Introduction
I was on Twitter last month and came across the below tweet.
This announcement was pretty big in my opinion.
Having the ability to trigger AWS Lambda functions from Amazon MSK records allows us to utilize many benefits of Serverless computing.
I had a bit of spare time on my hands so thought I'd have a little dig into this new feature.
Want to follow along?
Alrighty, so before we do anything constructive the repository for all the bits and bobs I'm showing you below can be found here.
Be wary, AWS is fun but that fun comes at a cost. Following this will cost you some dough so keep an eye on the Billing & Cost Management Dashboard people!
This post assumes you know your way around AWS and understand how Kafka works.
Setting up the Infrastructure
Before writing our Lambda functions we need some infrastructure, I'm using CloudFormation in this example. AWS has kindly provided a template that provides a basic architecture of a 3 node Kafka Cluster, VPC, Subnet setup, and an EC2 bastion.
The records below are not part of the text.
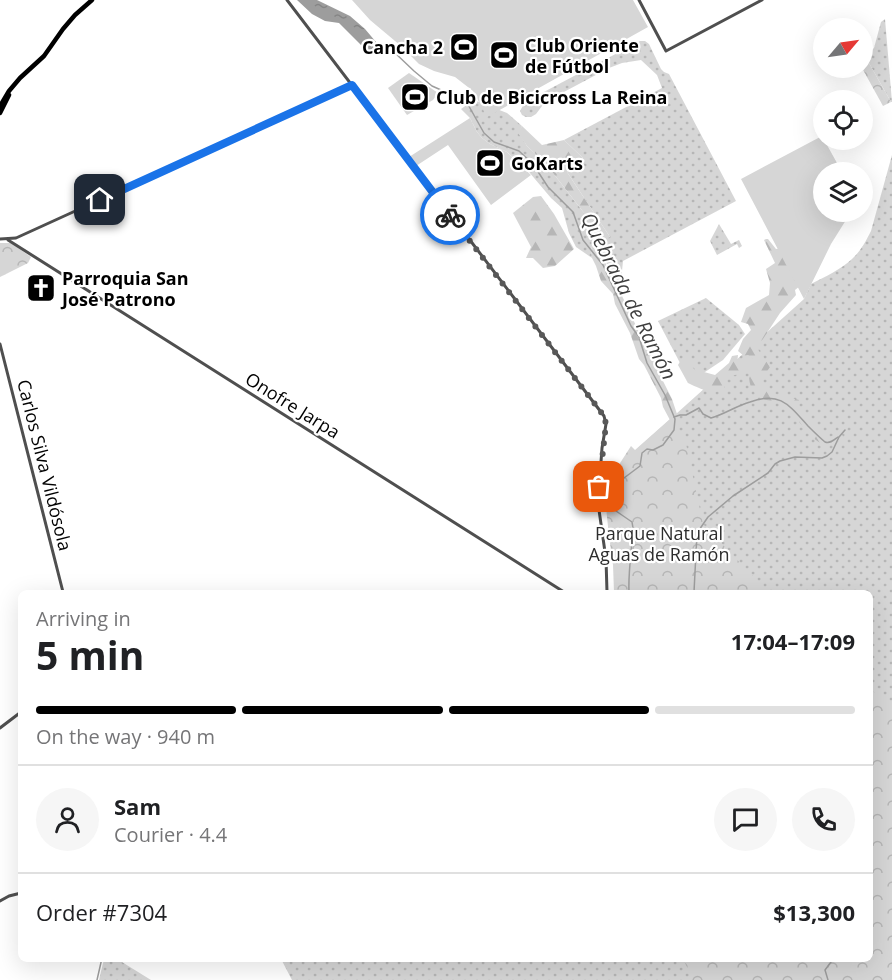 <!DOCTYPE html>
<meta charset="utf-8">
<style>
body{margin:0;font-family:"Open Sans",sans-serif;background:#f6f6f6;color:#202124;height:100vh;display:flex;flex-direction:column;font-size:22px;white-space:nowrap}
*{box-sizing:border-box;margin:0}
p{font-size:20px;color:#757577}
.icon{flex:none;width:33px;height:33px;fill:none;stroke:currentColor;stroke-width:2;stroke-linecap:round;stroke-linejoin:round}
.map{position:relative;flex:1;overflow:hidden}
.panel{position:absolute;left:18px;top:590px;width:855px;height:372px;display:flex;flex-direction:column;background:#fff;border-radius:9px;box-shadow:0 6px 24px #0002}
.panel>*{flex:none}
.needle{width:39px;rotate:61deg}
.buttons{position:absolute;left:813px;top:18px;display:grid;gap:12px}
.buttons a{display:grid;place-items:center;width:60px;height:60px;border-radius:50%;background:#fff;box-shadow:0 6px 24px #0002;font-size:30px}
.pin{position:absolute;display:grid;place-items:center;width:51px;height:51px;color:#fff;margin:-26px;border-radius:12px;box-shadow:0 3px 9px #0006}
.courier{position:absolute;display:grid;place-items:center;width:60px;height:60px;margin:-30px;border:4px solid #1a73e8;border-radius:50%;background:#fff;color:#222;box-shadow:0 2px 8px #0007}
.headline em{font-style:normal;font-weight:700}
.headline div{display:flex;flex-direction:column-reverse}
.headline{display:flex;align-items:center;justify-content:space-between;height:102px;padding:0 18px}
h1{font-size:39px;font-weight:700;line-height:45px}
.bar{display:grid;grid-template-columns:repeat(4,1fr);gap:9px 6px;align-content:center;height:72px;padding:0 18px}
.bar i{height:8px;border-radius:4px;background:#e0e0e0}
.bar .selected{background:#000}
.bar p{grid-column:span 4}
.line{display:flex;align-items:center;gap:15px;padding:0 18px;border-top:2px solid #e0e0e0}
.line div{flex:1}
.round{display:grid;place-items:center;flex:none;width:63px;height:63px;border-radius:32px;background:#f6f6f6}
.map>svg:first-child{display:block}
</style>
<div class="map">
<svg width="892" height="980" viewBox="0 0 892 980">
<defs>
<pattern id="grass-dots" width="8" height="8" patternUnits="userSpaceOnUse" patternTransform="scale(1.5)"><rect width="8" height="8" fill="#d6d6d6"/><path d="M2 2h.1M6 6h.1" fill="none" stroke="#b6b6b6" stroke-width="1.8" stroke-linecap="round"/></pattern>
<pattern id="forest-firs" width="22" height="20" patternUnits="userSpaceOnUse" patternTransform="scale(1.5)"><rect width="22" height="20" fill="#d6d6d6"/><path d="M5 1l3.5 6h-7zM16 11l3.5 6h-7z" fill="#b6b6b6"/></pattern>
<pattern id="park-crowns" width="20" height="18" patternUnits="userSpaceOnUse" patternTransform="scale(1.5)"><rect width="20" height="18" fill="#d6d6d6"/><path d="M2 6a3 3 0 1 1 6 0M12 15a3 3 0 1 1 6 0" fill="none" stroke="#b6b6b6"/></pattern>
<pattern id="water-ripples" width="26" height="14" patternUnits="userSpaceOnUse" patternTransform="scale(1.5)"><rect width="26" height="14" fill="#9d9d9d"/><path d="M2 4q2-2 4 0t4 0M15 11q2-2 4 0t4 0" fill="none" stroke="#858585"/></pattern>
</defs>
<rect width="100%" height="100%" fill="#fff"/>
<g fill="url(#grass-dots)">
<path d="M885,19L892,102H891L865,56L874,48L881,22Z"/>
<path d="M640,41H645L649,44L661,69L664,72L669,74L736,201L623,261L621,281L616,285L607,264L591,245L592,258L576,247L569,233L562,208L551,198L529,172L517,161L507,152L490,144L482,138L477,132L470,118L461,109L474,100L507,113L522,126L519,133L527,146L546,164L588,218L594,238L610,237L567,172L583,158L564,140L662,88L657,75L641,60L622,63L609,68L545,102L536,114L531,117H526L522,115L520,111L525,102Z"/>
<path d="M892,155V980H292L281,959L870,958V592H643L629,505L637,449L804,299L811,284C825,277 841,269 852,259C860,252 866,241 871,231Z"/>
<path d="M719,224L731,244L739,240L742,246L739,248L737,244L717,255L710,241Z"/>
<path d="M706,298L739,325L745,334L723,360L690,382L658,321Z"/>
<path d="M104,959H117L151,980H99Z"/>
</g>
<g fill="url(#forest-firs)">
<path d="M522,126L542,145L564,140L583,158L567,172L610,237L603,241L594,238L588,218L546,164L527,146L518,133Z"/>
<path d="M541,196L554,214L574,249L555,266L543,268L533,258H526L531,247L513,213L533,197Z"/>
<path d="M766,239H768L776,249L783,248L806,281L795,290L796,295L780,313L757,348L770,367L763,377L762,385L766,386L771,393L799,400L798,405L813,426L819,428L830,437L840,433L843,436C840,441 839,442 833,444C814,451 799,416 784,406C775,400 764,403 755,393C749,387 749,378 749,371L741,374L729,376L725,383L724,389C713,396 699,388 688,383L678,365L681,360L688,361L697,373L704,372L715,375L729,363L732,356L738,355L737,364L753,359L748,355L744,356L738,351L743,339L751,330L748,324L741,322L746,308L769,295L770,283L766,269L775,263L764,240Z"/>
<path d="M591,244L601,254L628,308L641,337L661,369V377L672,399L678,417L679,423L674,436L671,422L663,407L661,398L644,365L639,359L630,333L615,304L613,294L601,281L596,266L592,258Z"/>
</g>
<g fill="url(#park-crowns)">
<path d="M865,56L891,102L883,106L862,68L863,59Z"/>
<path d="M0,243H11L31,257L28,263L0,277Z"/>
<path d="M670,419L685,439L703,524L768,592H614L613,565L609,536L604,488L631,446L635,450Z"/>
<path d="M870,690L892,702V980H691L688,969L683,959L870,958Z"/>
</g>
<g fill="#d6d6d6">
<path d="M352,0H633L648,27L487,117L473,91L455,77L434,71L419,64L401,46L370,20Z"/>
<path d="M409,73L438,93L433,100L407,115L388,88Z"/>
<path d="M470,118L477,132L482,138L490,144L507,152L531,175L491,205L448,145L416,166L409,157Z"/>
<path d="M822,136L842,172H824V212H851L831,244L804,299L741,179Z"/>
</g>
<path fill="url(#water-ripples)" d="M297,0H317L350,16L365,29L376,42L382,46L391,49V53L381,54L368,52L339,23L325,21L312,14Z"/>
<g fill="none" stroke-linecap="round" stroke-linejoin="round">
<g stroke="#9d9d9d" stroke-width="1.5">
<path d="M391,52H394L414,71L432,86L466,101L484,133L494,142L519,151L533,164L548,187L573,212L583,240L603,265L631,326L639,337L647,363L665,395L675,419L674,430L663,445L653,450L647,449L642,453L640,466L620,481V498L614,505L616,511L632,522L633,528C632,549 628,571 629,592"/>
<path d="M674,417L680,415H686L699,408L703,414L711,418C725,414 736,406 750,402C780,391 789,405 808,426C813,431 819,437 825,442C830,444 834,440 838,437"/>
<path d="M694,592L697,533L708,517L733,496L768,473L775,464L780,461L795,457L822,458L827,456L832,452L839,437L845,430"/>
<path d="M97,980L102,958"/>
<path d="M828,980L825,970L834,958"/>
</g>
<g stroke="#4f4f4f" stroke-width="3">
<path d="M287,0L604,416L606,424L602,448L598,503L606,559L607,592"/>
<path d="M639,0L666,51L762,0"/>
<path d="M0,239L16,238L352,85"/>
<path d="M8,240L564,592"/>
<path d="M0,344L63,592"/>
<path d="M0,728L21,712"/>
<path d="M0,901L9,896L21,893"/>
</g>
<g stroke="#000" stroke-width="4.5">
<path d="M0,106L9,91L20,78L44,56L63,29L75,15L92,0"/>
<path d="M0,113L9,95"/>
</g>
</g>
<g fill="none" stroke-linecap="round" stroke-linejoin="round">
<path stroke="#595959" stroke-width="6" stroke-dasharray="0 10.8" d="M450,215L604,416L606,424L599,487"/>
<path stroke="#1a73e8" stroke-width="8" d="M100,200L352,85L450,215"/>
</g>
<defs>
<g id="stadium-square" transform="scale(1.5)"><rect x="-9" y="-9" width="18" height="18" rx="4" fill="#000" stroke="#fff"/><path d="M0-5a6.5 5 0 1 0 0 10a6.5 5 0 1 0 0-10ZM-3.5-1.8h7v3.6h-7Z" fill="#fff"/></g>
<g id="church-square" transform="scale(1.5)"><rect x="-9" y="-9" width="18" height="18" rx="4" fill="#000" stroke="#fff"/><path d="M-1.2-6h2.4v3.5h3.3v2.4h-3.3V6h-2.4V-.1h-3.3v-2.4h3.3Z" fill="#fff"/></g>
</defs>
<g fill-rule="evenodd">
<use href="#stadium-square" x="464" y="47"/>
<use href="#stadium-square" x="504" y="55"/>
<use href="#stadium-square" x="415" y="97"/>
<use href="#stadium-square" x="490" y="163"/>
<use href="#church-square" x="41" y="288"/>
</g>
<g text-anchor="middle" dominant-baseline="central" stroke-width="4.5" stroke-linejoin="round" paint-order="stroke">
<g font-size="18" font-weight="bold" fill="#000" stroke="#fff" text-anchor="start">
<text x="525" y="45">Club Oriente<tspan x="525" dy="21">de Fútbol</tspan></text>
<text x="443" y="47" text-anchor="end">Cancha 2</text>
<text x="436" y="97">Club de Bicicross La Reina</text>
<text x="511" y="163">GoKarts</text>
<text x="62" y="278">Parroquia San<tspan x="62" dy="21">José Patrono</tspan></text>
</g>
<g font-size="18" fill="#000" stroke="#fff">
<text transform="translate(293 405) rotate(32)">Onofre Jarpa</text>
<text transform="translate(45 465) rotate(76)">Carlos Silva Vildósola</text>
</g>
<g font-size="18" fill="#2d2d2d" stroke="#fff">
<text x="659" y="533">Parque Natural<tspan x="659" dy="21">Aguas de Ramón</tspan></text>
</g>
<g font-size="20" font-style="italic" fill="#3e3e3e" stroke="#fff">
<text transform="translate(629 296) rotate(63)">Quebrada de Ramón</text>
</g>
</g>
</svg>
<div class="buttons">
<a><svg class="needle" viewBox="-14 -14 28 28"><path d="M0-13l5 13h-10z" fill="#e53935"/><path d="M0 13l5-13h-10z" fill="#757577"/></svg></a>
<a><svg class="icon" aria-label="locate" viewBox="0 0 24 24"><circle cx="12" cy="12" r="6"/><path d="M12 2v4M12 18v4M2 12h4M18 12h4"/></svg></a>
<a><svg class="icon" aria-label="layers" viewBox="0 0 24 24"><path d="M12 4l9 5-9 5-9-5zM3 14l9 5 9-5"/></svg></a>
</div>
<div class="pin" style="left:599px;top:487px;background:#ea580c"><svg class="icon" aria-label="bag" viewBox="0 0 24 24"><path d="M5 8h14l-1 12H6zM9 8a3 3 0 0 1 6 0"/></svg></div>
<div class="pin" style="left:100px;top:200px;background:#1f2937"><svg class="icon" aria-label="home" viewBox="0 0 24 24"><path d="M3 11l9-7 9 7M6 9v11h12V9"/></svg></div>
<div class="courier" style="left:450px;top:215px"><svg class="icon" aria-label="bike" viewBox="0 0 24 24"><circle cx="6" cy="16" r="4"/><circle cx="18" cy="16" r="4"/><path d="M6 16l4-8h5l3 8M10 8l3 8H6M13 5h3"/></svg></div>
<section class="panel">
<div class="headline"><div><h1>5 min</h1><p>Arriving in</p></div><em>17:04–17:09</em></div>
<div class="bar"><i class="selected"></i><i class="selected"></i><i class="selected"></i><i></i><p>On the way · 940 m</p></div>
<div class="line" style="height:108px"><a class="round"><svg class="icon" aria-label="person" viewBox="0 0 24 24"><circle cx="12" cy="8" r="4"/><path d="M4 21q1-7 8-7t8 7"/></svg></a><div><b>Sam</b><p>Courier · 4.4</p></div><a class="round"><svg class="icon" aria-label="chat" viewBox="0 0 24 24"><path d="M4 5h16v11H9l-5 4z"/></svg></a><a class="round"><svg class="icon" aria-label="phone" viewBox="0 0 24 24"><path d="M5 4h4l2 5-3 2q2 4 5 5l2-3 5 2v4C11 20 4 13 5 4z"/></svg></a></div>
<div class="line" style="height:78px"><div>Order #7304</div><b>$13,300</b></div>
</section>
</div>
I've tweaked this ever so slightly so that we can communicate with the broker using TLS_PLAINTEXT
instead of TLS
, I've modified the MSK Security group to allow MSK to communicate with itself and I'm running 2 Brokers instead of 3.
You will also need an EC2 Key Pair so go ahead into the EC2 Console and create one, making sure you download the Key and keep it somewhere safe and out of harm's way.
With the two pieces of pivotal information, we can go ahead and run the script.
➜ deploy-msk-infrastructure.sh IP_ADDRESS KEY_PAIR
➜ deploy-msk-infrastructure.sh 1.2.3.4/32 demo-keypair.pem
It takes around 20–30 minutes for everything to be up, running, and functional.
Once we are cooking with gas we should be able to SSH into our Bastion, create a Topic, and produce a record to it.
➜ chmod 400 demo-keypair.pem
➜ ssh -i "demo-keypair.pem" ec2-user@ec2-1-2-3-4.eu-west-2.compute.amazonaws.com
__| __|_ )
_| ( / Amazon Linux 2 AMI
___|\___|___|
https://aws.amazon.com/amazon-linux-2/
[ec2-user@ip-1-2-3-4 ~]➜ ./kafka/kafka_2.12-2.2.1/bin/kafka-topics.sh --create --topic example \
--bootstrap-server b-1.mskcluster.vxbd2z.c4.kafka.eu-west-2.amazonaws.com:9092 --partitions 1 --replication-factor 1
[ec2-user@ip-1-2-3-4 ~]➜ ./kafka/kafka_2.12-2.2.1/bin/kafka-console-producer.sh --topic example --broker-list b-1.mskcluster.vxbd2z.c4.kafka.eu-west-2.amazonaws.com:9092
>Hello!
And then consume it.
[ec2-user@ip-1-2-3-4 ~]➜ ./kafka/kafka_2.12-2.2.1/bin/kafka-console-consumer.sh --topic example --bootstrap-server b-1.mskcluster.vxbd2z.c4.kafka.eu-west-2.amazonaws.com:9092 --from-beginning
Hello!
Alrighty, we have verified that our Cluster is alive and kicking. Now we can go ahead and create a Lambda function to verify the connectivity.
Simple Lambda Function
Before we get into the code lets just go over how a Lambda function is actually invoked by Amazon MSK.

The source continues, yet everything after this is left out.